- Born: David John Hugh Cockayne 19 March 1942 Balham, United Kingdom
- Died: 22 December 2010 (aged 68) Oxford, United Kingdom
- Resting place: Oxford, United Kingdom
- Education: University of Melbourne (MSc); University of Oxford (DPhil);
- Known for: work on quantum dots; weak beam technique; work on C70 fullerene;
- Spouse: Jean Kerr
- Children: Sophie, Tamsin and James
- Awards: See list
- Scientific career
- Fields: Materials Science
- Thesis: Electron microscope images of defects in crystal lattices (1970)

= David Cockayne =

British physicist (1942–2010)

David John Hugh Cockayne FRS FInstP (19 March 1942 – 22 December 2010) was Professor in the physical examination of materials in the Department of Materials at the University of Oxford and professorial fellow at Linacre College from 2000 to 2009. He was the president of the International Federation of Societies for Microscopy from 2003 till 2007, then vice-president 2007 to 2010.

Cockayne was an electron microscopist who played an important role in the development of weak-beam transmission electron microscopy (TEM), and in the application of high resolution TEM to diamond, fullerenes and semiconductors.

==Biography==

Cockayne was born in Balham, London, the second of three children of John Henry Cockayne, policeman and later staff manager, and his wife, Ivy, née Hatton. In 1950, when he was 8, the family sailed from Tilbury on the Otranto, bound for Melbourne; their new home was to be in the Geelong area of Victoria.
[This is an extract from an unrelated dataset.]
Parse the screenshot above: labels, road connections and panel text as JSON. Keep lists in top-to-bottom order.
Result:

In 1952 they moved to a newly-built house in Geelong, and Cockayne attended a new school, from where he was awarded a scholarship to Geelong Grammar School in 1953, where he excelled in chemistry, physics and mathematics.

In 1961 Cockayne enrolled at the University of Melbourne to read physics; he graduated in 1964 with first-class honours. He went on to do research on electron diffraction for an MSc, again gaining a first in 1966. He was then awarded a Commonwealth Scholarship to read for a DPhil at Magdalen College, Oxford.
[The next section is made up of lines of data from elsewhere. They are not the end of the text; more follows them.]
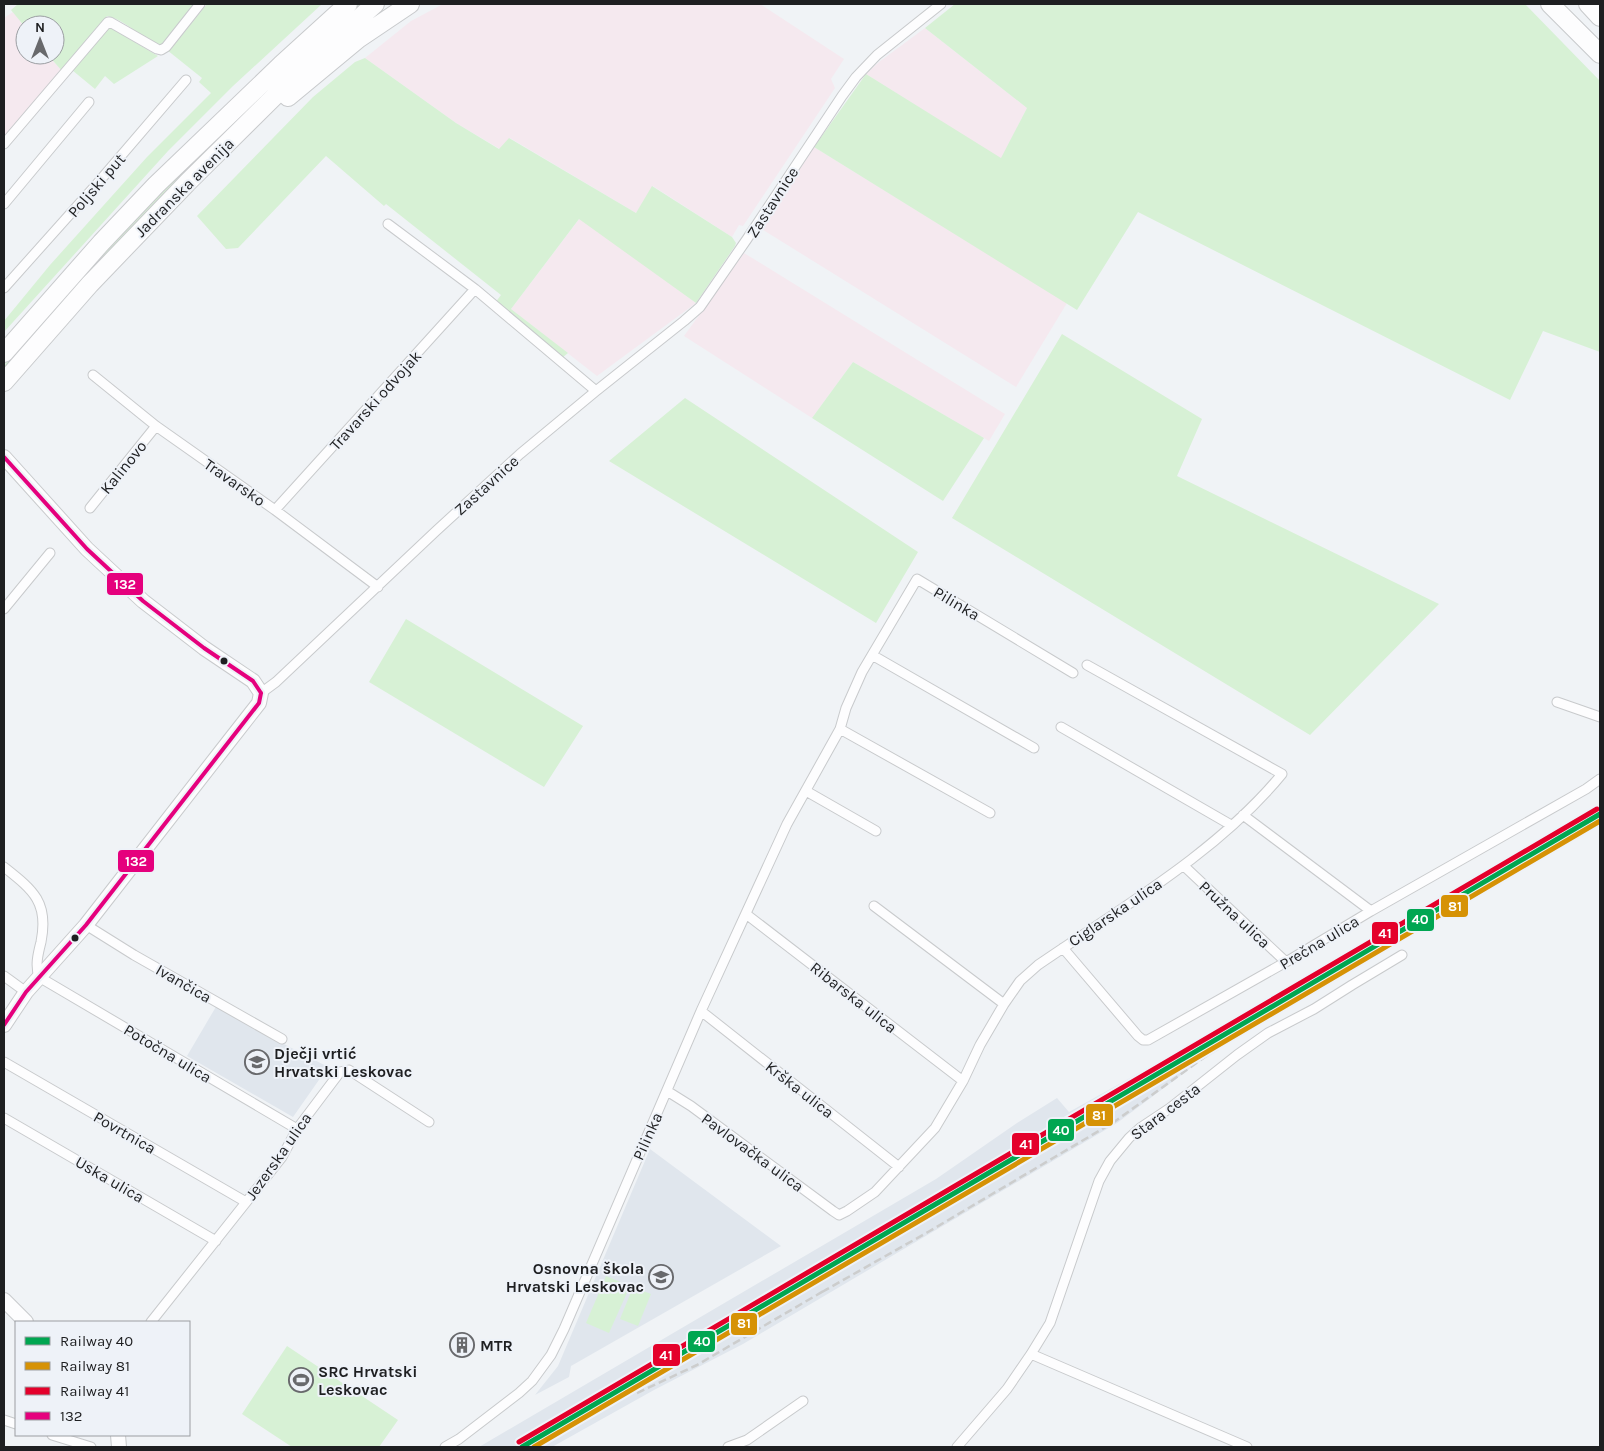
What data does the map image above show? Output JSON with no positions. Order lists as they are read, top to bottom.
{
  "streets": {
    "highway": ["Jadranska avenija"],
    "main road": ["Zastavnice"],
    "street": [
      "Poljski put",
      "Travarski odvojak",
      "Kalinovo",
      "Travarsko",
      "Pilinka",
      "Ciglarska ulica",
      "Pružna ulica",
      "Prečna ulica",
      "Ivančica",
      "Ribarska ulica",
      "Potočna ulica",
      "Krška ulica",
      "Stara cesta",
      "Povrtnica",
      "Pavlovačka ulica",
      "Jezerska ulica",
      "Uska ulica"
    ]
  },
  "crossings": [
    ["Zastavnice", "Travarsko"],
    ["Zastavnice", "Ivančica"],
    ["Zastavnice", "Potočna ulica"],
    ["Travarski odvojak", "Travarsko"],
    ["Kalinovo", "Travarsko"],
    ["Pilinka", "Ribarska ulica"],
    ["Pilinka", "Krška ulica"],
    ["Pilinka", "Pavlovačka ulica"],
    ["Ciglarska ulica", "Pružna ulica"],
    ["Ciglarska ulica", "Prečna ulica"],
    ["Ciglarska ulica", "Ribarska ulica"],
    ["Ciglarska ulica", "Krška ulica"],
    ["Ciglarska ulica", "Pavlovačka ulica"],
    ["Pružna ulica", "Prečna ulica"],
    ["Potočna ulica", "Jezerska ulica"],
    ["Povrtnica", "Jezerska ulica"],
    ["Jezerska ulica", "Uska ulica"]
  ],
  "places": {
    "school or university": ["Dječji vrtić Hrvatski Leskovac", "Osnovna škola Hrvatski Leskovac"],
    "building": ["MTR"],
    "sports": ["SRC Hrvatski Leskovac"]
  },
  "lines": [
    "transit line 132",
    "rail line 41",
    "rail line 40",
    "rail line 81"
  ],
  "legend": [
    "Railway 40",
    "Railway 81",
    "Railway 41",
    "132"
  ],
  "north": "top"
}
David joined the Department of Metallurgy in Oxford in September 1966 to conduct research on electron microscope images of defects in crystal lattices, under the supervision of Dr M J Whelan. He was awarded a DPhil in 1970.

At the age of 32, Cockayne took up the post of director of the University of Sydney Electron Microscope Unit (EMU) in June 1974. He also held the position of associate professor. He was promoted to full professor in 1986, and then to a personal chair (Professor in Physics (Electron Microscopy and Microanalysis)) in 1992. He built up an important research base at Sydney; with David McKenzie he developed a high-precision electron diffraction technique within an electron microscope to study the structure of amorphous materials.
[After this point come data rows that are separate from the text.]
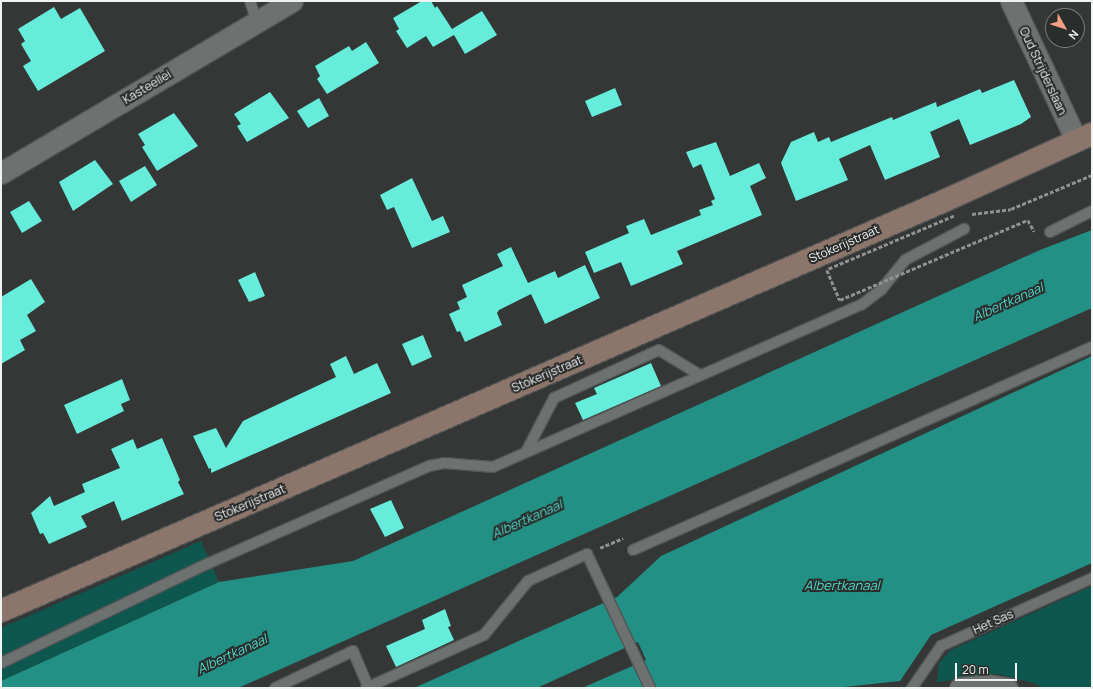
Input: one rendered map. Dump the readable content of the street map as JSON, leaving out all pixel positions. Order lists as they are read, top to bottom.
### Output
{
  "streets": {
    "street": ["Oud Strijderslaan", "Kasteellei", "Stokerijstraat"],
    "lane": ["Het Sas"]
  },
  "crossings": [
    ["Oud Strijderslaan", "Stokerijstraat"]
  ],
  "water": ["Albertkanaal"],
  "scale_bar": "20 m",
  "north": "bottom right"
}
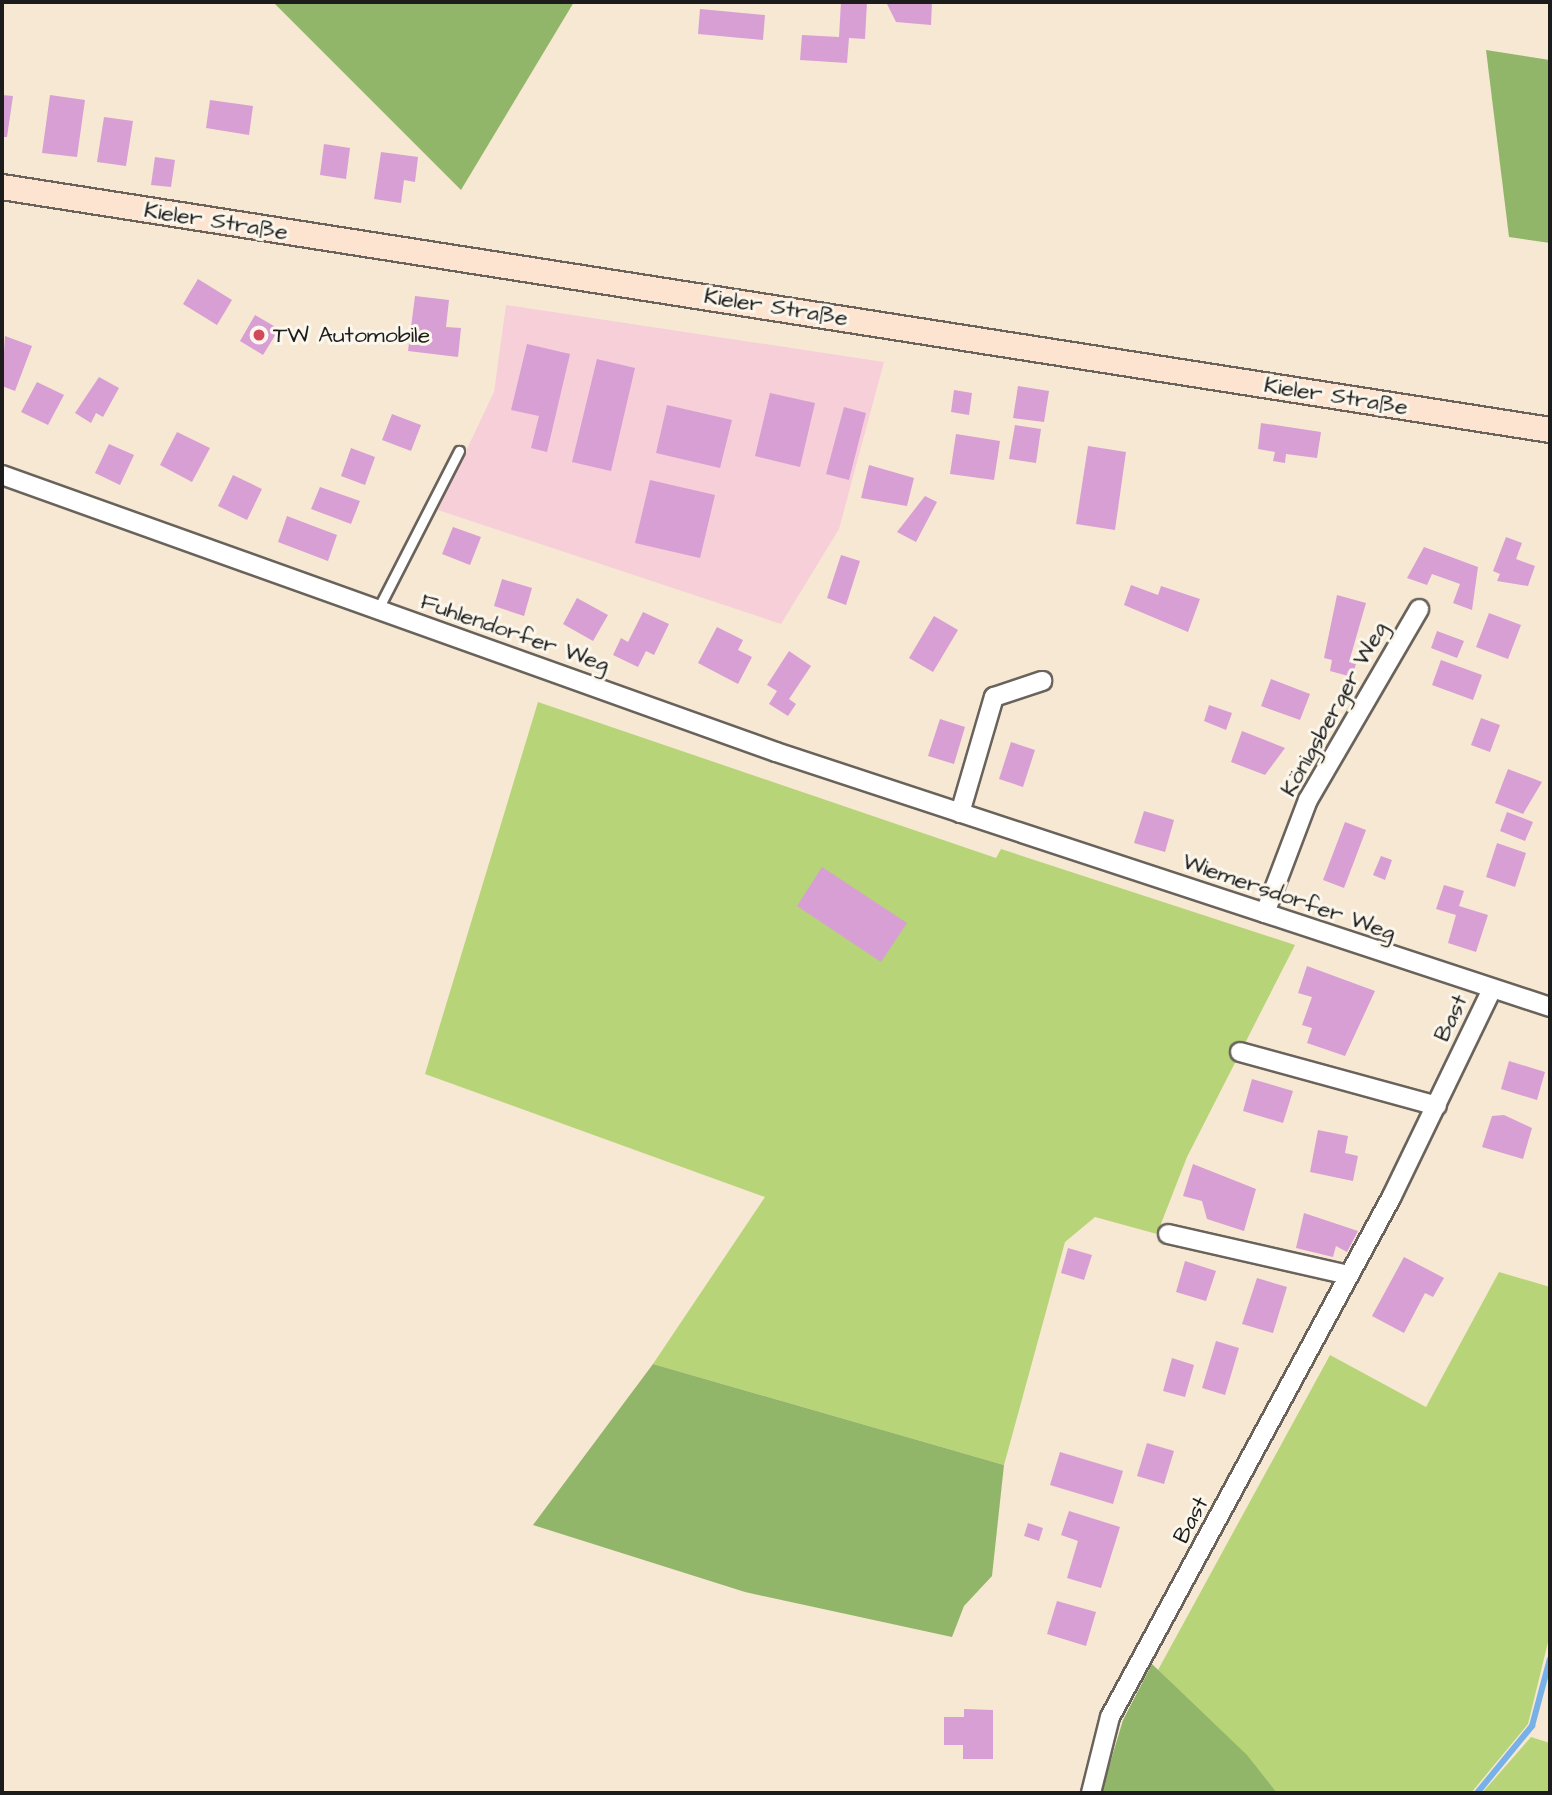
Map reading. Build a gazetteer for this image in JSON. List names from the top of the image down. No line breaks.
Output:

Cockrayne moved back to Oxford in 2000, to take up the post of Professor in the Physical Examination of Materials, at the Department of Materials. He also became Professorial Fellow at Linacre College. In the department of materials he “built up an outstanding electron microscopy group”, and followed up studies started in Sydney on the properties of nanometer-sized crystals (quantum dots) insemiconductor alloys.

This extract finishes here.